The fund was originally to be established through an estate gift, but the families later became inspired to make additional contributions sooner so they could to see the impact of those gifts during their lives.
Although they couldn’t have known it at the time, the decision allowed Linda and Mary V. to begin to see the difference the family’s giving could make before each died in 2017.
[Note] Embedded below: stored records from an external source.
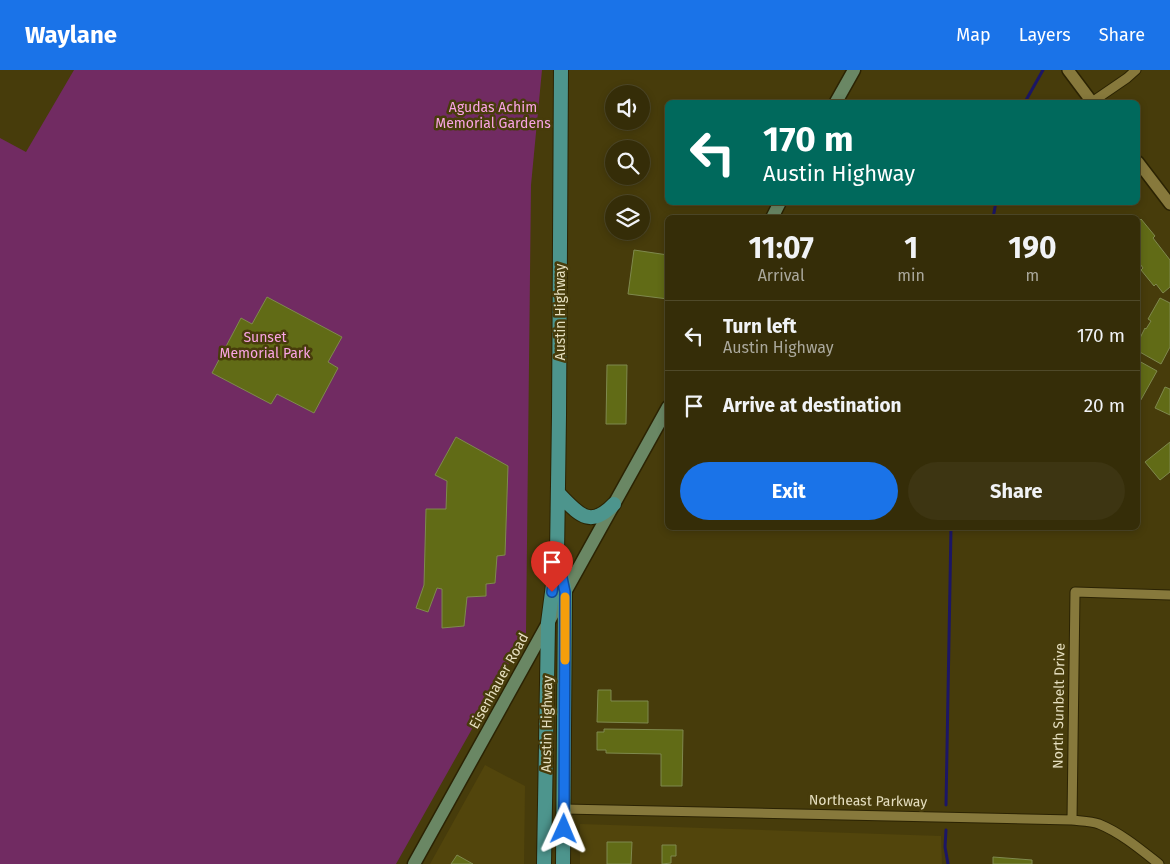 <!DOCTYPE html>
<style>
body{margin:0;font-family:"Fira Sans",sans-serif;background:#3d3512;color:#f1f3f6;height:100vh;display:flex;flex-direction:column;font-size:19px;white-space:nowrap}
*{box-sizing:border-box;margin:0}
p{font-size:16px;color:#aaa89c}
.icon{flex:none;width:28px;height:28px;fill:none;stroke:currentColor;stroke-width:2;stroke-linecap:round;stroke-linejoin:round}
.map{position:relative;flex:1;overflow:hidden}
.side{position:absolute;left:665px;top:145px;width:475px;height:315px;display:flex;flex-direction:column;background:#352d08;border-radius:8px;box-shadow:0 2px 8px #0003,0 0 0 1px #4f4929}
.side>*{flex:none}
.guide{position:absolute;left:665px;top:30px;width:475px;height:105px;border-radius:8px;box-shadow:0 2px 8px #0003,0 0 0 1px #4f4929;background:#00695c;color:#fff;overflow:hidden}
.tools{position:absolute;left:605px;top:15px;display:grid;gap:10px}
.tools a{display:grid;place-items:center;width:45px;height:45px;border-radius:50%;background:#352d08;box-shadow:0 2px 8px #0003,0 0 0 1px #4f4929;font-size:25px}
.pin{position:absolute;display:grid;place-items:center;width:42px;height:42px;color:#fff;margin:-51px -21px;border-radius:50% 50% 50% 0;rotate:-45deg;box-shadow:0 0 5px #0007}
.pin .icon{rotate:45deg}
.me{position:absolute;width:55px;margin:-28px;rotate:1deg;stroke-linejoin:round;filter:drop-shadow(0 0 4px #0008)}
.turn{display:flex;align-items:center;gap:18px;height:105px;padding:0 15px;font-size:22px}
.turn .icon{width:65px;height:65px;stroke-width:2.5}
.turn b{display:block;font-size:35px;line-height:42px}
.eta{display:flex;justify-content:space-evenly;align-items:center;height:85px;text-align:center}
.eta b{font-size:30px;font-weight:700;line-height:35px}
.action{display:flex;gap:10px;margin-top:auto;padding:10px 15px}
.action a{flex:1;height:58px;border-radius:30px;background:#1a73e8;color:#fff;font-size:20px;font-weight:700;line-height:58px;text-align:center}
.action a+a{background:#3d3512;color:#f1f3f6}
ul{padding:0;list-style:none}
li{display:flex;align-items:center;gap:15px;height:70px;padding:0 15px;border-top:1px solid #4f4929}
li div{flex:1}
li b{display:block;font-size:19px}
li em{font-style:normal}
header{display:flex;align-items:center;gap:30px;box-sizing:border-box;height:70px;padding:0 25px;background:#1a73e8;color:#fff}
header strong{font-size:24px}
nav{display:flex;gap:28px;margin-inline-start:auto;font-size:18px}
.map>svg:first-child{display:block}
</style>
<header>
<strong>Waylane</strong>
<nav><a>Map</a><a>Layers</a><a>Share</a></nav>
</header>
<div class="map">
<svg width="1170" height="794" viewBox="0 0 1170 794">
<rect width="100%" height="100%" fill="#473c0b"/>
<!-- built -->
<path fill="#52450c" d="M 485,695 L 525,716 L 524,794 L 430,794 Z
M 580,754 L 941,766 L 942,794 L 580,794 Z"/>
<!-- green -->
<path fill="#712b62" d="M 74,0 L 542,0 L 531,115 L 526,563 L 396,794 L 0,794 L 0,68 L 26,82 Z"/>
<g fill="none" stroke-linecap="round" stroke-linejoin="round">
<!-- stream -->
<path stroke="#1c1665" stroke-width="3" d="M 1025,32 L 1043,0
M 993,148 L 996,132
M 946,735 L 951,458
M 946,760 L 945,777 L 948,794"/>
</g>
<!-- building -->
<path fill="#616b16" stroke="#7f894e" d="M 1138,149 L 1139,151 L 1141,149 L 1155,166 L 1153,168 L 1170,190 L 1170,217 L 1163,223 L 1156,214 L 1154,216 L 1141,200 L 1143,198 L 1138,191 Z
M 634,180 L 668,185 L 668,229 L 628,224 Z
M 267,227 L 342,267 L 328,292 L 338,298 L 314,343 L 277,324 L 271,334 L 212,303 L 241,248 L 252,254 Z
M 1160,228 L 1170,233 L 1170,277 L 1161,294 L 1138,281 L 1138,272 L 1145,258 L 1146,259 L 1151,251 L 1148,249 Z
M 1139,291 L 1157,301 L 1138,335 L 1138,294 Z
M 607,295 L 627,295 L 626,354 L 606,354 Z
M 1165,317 L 1170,319 L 1170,345 L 1155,338 Z
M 456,367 L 508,396 L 505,485 L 497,486 L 495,513 L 486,514 L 486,526 L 467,527 L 464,556 L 442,558 L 442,519 L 437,518 L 428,542 L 416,538 L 424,515 L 426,439 L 446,439 L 447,411 L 435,405 Z
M 1170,372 L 1170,402 L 1160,410 L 1145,392 Z
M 598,620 L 611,620 L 611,631 L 648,631 L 648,653 L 597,652 Z
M 604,659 L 683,660 L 682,716 L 661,716 L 661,684 L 606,683 L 606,680 L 597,680 L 597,662 L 604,662 Z
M 607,772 L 632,772 L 631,794 L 607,794 Z
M 662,775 L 676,775 L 676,786 L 671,786 L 671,793 L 662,794 Z
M 457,785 L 473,794 L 451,794 Z
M 993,787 L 1032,790 L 1032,794 L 993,794 Z"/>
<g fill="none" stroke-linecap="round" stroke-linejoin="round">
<defs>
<path id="minor" d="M 1092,32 L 1127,8 L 1136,0
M 564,739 L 1072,750 C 1080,751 1091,751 1099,754 C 1121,763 1140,779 1159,794
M 1072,750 L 1075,522 L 1170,525"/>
<path id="tertiary" d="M 1068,0 L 1092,32
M 1138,92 L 1170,134"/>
<path id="secondary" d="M 836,32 L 854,0
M 772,148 L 780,132
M 414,794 L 668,337"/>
<path id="primary" d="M 558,423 C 578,443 589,460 614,434
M 559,495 L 565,522 L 563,794
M 544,794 L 548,553 L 557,484 L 559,346 L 561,0"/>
</defs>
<!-- minor casing -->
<use href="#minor" stroke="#2b2303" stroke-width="11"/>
<!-- tertiary casing -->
<use href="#tertiary" stroke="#2b2303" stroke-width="14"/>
<!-- secondary casing -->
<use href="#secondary" stroke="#2b2303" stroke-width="15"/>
<!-- primary casing -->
<use href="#primary" stroke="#2b2303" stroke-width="16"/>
<!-- minor -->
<use href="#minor" stroke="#87793c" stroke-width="9"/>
<!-- tertiary -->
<use href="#tertiary" stroke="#87793c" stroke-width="11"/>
<!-- secondary -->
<use href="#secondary" stroke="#6a8764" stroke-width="12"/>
<!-- primary -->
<use href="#primary" stroke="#4d958d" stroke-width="14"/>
</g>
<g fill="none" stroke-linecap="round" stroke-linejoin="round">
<defs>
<path id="route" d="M 552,522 L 557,484 L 565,522 L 564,759"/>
</defs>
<!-- route casing -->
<use href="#route" stroke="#114b97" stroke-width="12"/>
<!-- route -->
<use href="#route" stroke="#1a73e8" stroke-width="9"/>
<!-- slow -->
<path stroke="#f59e0b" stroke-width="9" d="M 565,590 L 565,527"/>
</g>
<g text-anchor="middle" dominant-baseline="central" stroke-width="5" stroke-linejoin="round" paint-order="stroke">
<!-- park labels -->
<g font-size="14" fill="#faa4e4" stroke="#473c0b">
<text x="493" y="37">Agudas Achim<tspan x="493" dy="16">Memorial Gardens</tspan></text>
<text x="265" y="267">Sunset<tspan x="265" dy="16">Memorial Park</tspan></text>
</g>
<!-- street labels -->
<g font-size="14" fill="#e6dfc0" stroke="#473c0b">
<text transform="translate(560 242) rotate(-90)">Austin Highway</text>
<text transform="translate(499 611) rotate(-61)">Eisenhauer Road</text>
<text transform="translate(1059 636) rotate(-89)">North Sunbelt Drive</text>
<text transform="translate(547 654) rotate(-89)">Austin Highway</text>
<text transform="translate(868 731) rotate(1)">Northeast Parkway</text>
</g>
</g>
</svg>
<div class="tools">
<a><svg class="icon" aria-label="sound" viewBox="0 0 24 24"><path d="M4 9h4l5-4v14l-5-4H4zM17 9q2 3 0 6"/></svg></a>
<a><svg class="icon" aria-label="search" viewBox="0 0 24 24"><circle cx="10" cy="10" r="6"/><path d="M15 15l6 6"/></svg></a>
<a><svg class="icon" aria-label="layers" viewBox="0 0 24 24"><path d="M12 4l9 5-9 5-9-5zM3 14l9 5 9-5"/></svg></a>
</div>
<div class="pin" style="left:552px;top:522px;background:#d93025"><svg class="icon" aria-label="arrive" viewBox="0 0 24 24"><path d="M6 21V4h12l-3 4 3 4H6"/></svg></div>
<svg class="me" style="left:564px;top:759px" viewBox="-20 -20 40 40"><path d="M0-17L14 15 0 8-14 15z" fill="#1a73e8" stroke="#fff" stroke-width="4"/></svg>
<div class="guide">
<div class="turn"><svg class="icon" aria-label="left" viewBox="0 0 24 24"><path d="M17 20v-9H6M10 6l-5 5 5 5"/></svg><div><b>170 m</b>Austin Highway</div></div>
</div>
<section class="side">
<div class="eta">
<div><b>11:07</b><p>Arrival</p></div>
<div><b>1</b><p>min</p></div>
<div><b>190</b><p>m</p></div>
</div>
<ul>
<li><svg class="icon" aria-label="left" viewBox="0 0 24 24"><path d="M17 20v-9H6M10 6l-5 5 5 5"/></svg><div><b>Turn left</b><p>Austin Highway</p></div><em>170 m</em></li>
<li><svg class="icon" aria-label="arrive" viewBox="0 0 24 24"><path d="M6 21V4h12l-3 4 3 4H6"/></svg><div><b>Arrive at destination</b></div><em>20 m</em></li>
</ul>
<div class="action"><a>Exit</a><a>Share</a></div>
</section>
</div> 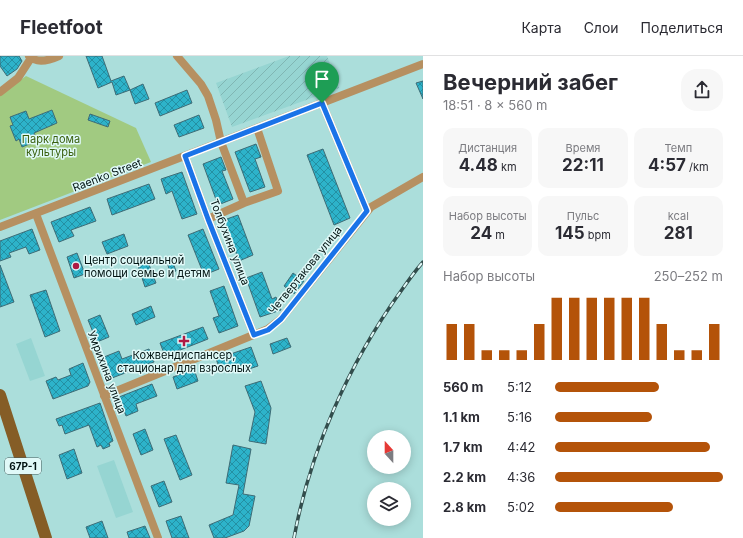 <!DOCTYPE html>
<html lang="ru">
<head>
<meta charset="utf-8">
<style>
	:root { --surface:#fff; --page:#f7f7f7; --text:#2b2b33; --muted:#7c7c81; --line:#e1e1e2; --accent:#b45309 }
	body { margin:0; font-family:Inter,sans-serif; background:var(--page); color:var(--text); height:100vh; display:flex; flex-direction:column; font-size:15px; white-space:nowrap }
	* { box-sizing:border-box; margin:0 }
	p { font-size:13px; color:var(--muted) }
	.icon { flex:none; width:22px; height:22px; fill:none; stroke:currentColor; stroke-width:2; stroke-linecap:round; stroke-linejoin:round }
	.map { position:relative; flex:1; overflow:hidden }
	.details { display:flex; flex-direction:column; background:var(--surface); width:320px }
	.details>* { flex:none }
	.needle { width:26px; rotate:339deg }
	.controls { position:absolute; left:367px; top:374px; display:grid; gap:8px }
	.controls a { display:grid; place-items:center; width:44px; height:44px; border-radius:50%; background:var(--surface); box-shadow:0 2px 10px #0003; font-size:20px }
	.pin { position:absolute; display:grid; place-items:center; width:34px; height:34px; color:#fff; margin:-41px -17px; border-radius:50% 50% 50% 0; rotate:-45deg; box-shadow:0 0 4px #0007 }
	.pin .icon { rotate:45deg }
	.round { display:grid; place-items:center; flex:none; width:42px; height:42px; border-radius:16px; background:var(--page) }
	.overview { display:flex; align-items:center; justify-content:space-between; height:68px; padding:0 20px }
	h1 { font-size:22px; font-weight:700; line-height:30px }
	.stats { display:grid; grid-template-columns:repeat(3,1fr); gap:6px; height:68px; padding:4px 20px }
	.stats div { display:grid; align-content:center; border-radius:10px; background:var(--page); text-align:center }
	.stats b { font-size:17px; font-weight:700 }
	.stats small { font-size:11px; font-weight:400 }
	.stats p { font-size:11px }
	.chart { height:112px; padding:8px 20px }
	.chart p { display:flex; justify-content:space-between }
	.chart svg { width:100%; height:72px; margin-top:4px; stroke:var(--accent); stroke-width:6 }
	ul { padding:0 20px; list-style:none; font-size:13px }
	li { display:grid; grid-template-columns:64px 48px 1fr; align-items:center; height:30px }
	li i { height:10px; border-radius:5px; background:var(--accent) }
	header { display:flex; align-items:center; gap:24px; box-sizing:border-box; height:56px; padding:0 20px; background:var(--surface); border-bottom:1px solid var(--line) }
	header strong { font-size:19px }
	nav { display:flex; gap:22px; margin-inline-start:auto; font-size:14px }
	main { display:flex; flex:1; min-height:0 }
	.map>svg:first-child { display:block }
	.built { fill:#96d5d2 }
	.industrial { fill:url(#industrial-furrows) }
	.green { fill:#a1ca81 }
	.building { fill:url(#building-cross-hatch); stroke:#3e6c76 }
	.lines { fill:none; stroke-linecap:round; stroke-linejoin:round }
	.minor { stroke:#b69061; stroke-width:8 }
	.primary { stroke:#855d26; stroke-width:12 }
	.rail-casing { stroke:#324d4c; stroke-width:3.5 }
	.rail { stroke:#e0f9f8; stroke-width:2; stroke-dasharray:6; stroke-linecap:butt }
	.route-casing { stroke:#fff; stroke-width:8 }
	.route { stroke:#1a73e8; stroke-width:5 }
	.poi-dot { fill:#ae1a44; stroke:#e0f9f8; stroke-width:1.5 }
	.labels { text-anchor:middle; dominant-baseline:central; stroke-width:3; stroke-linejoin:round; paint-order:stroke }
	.shield { fill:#e0f9f8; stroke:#455958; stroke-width:1 }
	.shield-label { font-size:10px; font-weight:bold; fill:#021413 }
	.park-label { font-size:11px; fill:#395f0d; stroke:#e0f9f8 }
	.street-label { font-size:11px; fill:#021413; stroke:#e0f9f8 }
	.poi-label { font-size:11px; fill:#021413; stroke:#e0f9f8; text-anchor:start }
</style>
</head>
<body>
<header>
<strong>Fleetfoot</strong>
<nav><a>Карта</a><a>Слои</a><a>Поделиться</a></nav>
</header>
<main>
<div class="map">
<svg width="423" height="482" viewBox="0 0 423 482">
	<defs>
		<pattern id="industrial-furrows" width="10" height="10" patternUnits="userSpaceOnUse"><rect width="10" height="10" fill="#96d5d2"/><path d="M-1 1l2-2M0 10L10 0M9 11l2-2" fill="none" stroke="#80b6b3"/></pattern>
		<pattern id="building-cross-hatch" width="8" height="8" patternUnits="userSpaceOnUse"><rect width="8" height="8" fill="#2db3ca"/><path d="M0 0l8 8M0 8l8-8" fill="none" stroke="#2490a3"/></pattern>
	</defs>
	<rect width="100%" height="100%" fill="#abdedb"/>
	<!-- built -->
	<path class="built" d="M 31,282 L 45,320 L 30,325 L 16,288 Z
		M 114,404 L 133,456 L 116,462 L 97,410 Z"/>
	<!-- industrial -->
	<path class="industrial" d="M 289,0 L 327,0 L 339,32 L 232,71 L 216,27 Z"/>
	<!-- green -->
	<path class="green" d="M 26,20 L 136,72 L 151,106 L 0,164 L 0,39 Z"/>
	<!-- building -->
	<path class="building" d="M 0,0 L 19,0 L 22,5 L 17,13 L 7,20 L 0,10 Z
		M 86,0 L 102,0 L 111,25 L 124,20 L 130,34 L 116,39 L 112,26 L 98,32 Z
		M 423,25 L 423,43 L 416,27 Z
		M 143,28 L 149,43 L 135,48 L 130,34 Z
		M 187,34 L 192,47 L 160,60 L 155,47 Z
		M 52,54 L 57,67 L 34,77 L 37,85 L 22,91 L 19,83 L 16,85 L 10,70 L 13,69 L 10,61 L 26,55 L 29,63 Z
		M 90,58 L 110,65 L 108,71 L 88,64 Z
		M 199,59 L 204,72 L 179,81 L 174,69 Z
		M 256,88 L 261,101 L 255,103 L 265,131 L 250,136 L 235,96 Z
		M 323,93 L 350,162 L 334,169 L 307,99 Z
		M 221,101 L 226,114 L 222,115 L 233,143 L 218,149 L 203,108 Z
		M 182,116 L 197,158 L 182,163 L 172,135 L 166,138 L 161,123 Z
		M 149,128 L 155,143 L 112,159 L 107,143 Z
		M 90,151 L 96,165 L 71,174 L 74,180 L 59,186 L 51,166 Z
		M 238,159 L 253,199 L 239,205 L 224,164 Z
		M 32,173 L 40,194 L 29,198 L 26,191 L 9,197 L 11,201 L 0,205 L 0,185 Z
		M 203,173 L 219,213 L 204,219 L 188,179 Z
		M 124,178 L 128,190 L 107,198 L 102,186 Z
		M 77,197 L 85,218 L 74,222 L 67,201 Z
		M 171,201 L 176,215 L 170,216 L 166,203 Z
		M 148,206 L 156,227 L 145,231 L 138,210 Z
		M 0,209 L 14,246 L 0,251 Z
		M 262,216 L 272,243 L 276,241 L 281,254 L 260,261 L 246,222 Z
		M 293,217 L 304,225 L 294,238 L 284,230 Z
		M 224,230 L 238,270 L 219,277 L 213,262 L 219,260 L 210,235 Z
		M 46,234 L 60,275 L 45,281 L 30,239 Z
		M 151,250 L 155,261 L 136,269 L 132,258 Z
		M 100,259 L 109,281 L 97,286 L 88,264 Z
		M 203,271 L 208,283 L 165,300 L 160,287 Z
		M 287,282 L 291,291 L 273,298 L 270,288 Z
		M 251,291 L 258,310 L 246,314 L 244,308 L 221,316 L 216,303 Z
		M 149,293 L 154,306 L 112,322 L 104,301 L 119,295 L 122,303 Z
		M 83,307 L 90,326 L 88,330 L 53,343 L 46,325 L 56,321 L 58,324 L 71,319 L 69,313 Z
		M 194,313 L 198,325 L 177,333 L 173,321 Z
		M 261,325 L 271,352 L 266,388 L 249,385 L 255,356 L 245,330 Z
		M 152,328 L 157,340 L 136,348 L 138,355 L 126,360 L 119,341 Z
		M 100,347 L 113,385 L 109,387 L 110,390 L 103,393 L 101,389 L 97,391 L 89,369 L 65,378 L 62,369 L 59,370 L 56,363 Z
		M 145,373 L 153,394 L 141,399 L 133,378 Z
		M 176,379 L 192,419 L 180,424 L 164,383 Z
		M 233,389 L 251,393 L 243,438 L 255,440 L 249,470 L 244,475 L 225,482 L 214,482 L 209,469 L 233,459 L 239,429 L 226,427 Z
		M 74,393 L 82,417 L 67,423 L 59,399 Z
		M 164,425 L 172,446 L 159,451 L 151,430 Z
		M 181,460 L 189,482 L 172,482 L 166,465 Z
		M 102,465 L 108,482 L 90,482 L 86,471 Z
		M 145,470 L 150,482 L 129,482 L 127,476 Z"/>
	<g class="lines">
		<!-- minor -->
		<path class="minor" d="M 29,0 C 37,8 50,4 59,0
			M 177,0 L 201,28 L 208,40 L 216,64 L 221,86 L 244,147 L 208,163
			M 0,36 L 18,22 L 31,2
			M 322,47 L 367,155
			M 185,100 L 208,163 L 254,279
			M 244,147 L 278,135 L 257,72
			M 36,158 L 158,482
			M 0,171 L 423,8
			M 104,340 L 268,273 L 281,263 L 371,151 L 423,121"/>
		<!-- primary -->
		<path class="primary" d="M 0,339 L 46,482"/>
		<defs>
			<path id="rail" d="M 294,482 C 310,395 349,307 401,235 C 408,225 415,215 423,206"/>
		</defs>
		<!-- rail casing -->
		<use href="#rail" class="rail-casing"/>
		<!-- rail -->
		<use href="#rail" class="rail"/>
	</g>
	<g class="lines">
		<defs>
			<path id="route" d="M 322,47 L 367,155 L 281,263 L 268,274 L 254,279 L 208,163 L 185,100 Z"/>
		</defs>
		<!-- route casing -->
		<use href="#route" class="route-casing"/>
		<!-- route -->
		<use href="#route" class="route"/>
	</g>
	<!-- markers -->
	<g class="poi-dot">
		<circle cx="76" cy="210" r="4"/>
		<path d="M182 279h4v4h4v4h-4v4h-4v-4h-4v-4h4z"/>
	</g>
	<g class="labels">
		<!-- shield labels -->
		<rect class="shield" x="5" y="402" width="36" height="16" rx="3"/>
		<g class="shield-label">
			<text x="23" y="410">67Р-1</text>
		</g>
		<!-- park labels -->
		<g class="park-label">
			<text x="51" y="83">Парк дома<tspan x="51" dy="13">культуры</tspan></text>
		</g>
		<!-- street labels -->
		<g class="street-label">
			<text transform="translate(107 119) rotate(-21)">Raenko Street</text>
			<text transform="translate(230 186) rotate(69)">Толбухина улица</text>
			<text transform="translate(305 214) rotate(-51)">Четвертакова улица</text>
			<text transform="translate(107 316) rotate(69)">Умрихина улица</text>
		</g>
		<!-- poi labels -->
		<g class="poi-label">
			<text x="84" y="204">Центр социальной<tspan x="84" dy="13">помощи семье и детям</tspan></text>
			<text x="184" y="299" text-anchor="middle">Кожвендиспансер,<tspan x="184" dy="13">стационар для взрослых</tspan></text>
		</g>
	</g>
</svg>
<div class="controls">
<a><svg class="needle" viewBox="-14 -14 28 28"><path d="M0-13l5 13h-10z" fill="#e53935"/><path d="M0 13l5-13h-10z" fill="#7c7c81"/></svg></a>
<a><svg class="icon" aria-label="layers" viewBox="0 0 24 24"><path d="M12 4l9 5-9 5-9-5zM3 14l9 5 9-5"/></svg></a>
</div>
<div class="pin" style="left:322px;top:47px;background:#1e9e55"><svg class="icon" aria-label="arrive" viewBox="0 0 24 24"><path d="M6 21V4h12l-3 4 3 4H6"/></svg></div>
</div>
<section class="details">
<div class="overview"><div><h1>Вечерний забег</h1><p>18:51 · 8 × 560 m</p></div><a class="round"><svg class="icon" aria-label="share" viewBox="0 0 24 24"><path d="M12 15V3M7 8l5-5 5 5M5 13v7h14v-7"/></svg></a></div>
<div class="stats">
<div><p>Дистанция</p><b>4.48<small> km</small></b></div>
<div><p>Время</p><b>22:11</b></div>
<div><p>Темп</p><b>4:57<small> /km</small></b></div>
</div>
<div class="stats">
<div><p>Набор высоты</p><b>24<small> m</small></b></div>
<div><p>Пульс</p><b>145<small> bpm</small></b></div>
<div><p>kcal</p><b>281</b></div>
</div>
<div class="chart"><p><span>Набор высоты</span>250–252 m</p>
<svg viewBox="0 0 160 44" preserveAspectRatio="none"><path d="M5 44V22M15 44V22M25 44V38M35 44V38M45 44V38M55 44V22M65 44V6M75 44V6M85 44V6M95 44V6M105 44V6M115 44V6M125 44V22M135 44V38M145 44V38M155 44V22"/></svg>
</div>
<ul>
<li><b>560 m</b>5:12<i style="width:62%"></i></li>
<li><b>1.1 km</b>5:16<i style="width:58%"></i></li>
<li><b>1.7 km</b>4:42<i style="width:92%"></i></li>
<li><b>2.2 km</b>4:36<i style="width:100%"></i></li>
<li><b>2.8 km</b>5:02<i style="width:70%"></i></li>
</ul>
</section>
</main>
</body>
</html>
The Dickersons’ interest in Alzheimer’s is intensely personal: Richard Dickerson has the disease, as did Mary V.
The family was motivated to give in part because of the world-renowned Alzheimer’s research of Suzanne Craft, PhD, director of Wake Forest Baptist’s Alzheimer’s Disease Core Center, which is one of 31 research centers in the country to be funded by the National Institute on Aging (NIA), part of the National Institutes of Health. The designation was awarded in 2016 and came with an NIA grant of approximately $8.7 million.
“We got interested in what’s going on here and thought we’d like to get Mary V. treated, and we’d like to invest in the work that’s going on,” says Marvin.
“Mary V. had always been a teacher, and I had so much experience with students in the research lab, so education was important to us. Given that experience, I started thinking we ought to do something with my IRA.”
Marvin talked with Richard and Linda about naming Wake Forest Baptist as beneficiary of his IRA and suggested the option of turning their combined donations into the Dickerson Family Fund, which they established in 2015. Later, they decided to enhance that gift with immediate contributions to help make an impact sooner.
Craft welcomed the gift and its intended use, to support young faculty researchers in Alzheimer’s. She said the contributions address two issues that face junior faculty members—lack of support for emerging research from the National Institutes of Health and other federal sources, and a need for seed money for high-risk, high-yield projects.
“There is so much celebration in the department today for what you have done,” Craft told the family when news of the gift was announced. “The news has gone through the entire Medical Center—junior faculty support for memory disorders!”
She says gifts like the Dickersons’ can help keep young researchers from abandoning Alzheimer’s for other fields. “The gift helps leverage other funding to support unproven but very important ideas and innovations,” Craft says. That impact will live as a legacy of Linda, Mary V., their husbands and the decisions they made together during their lives.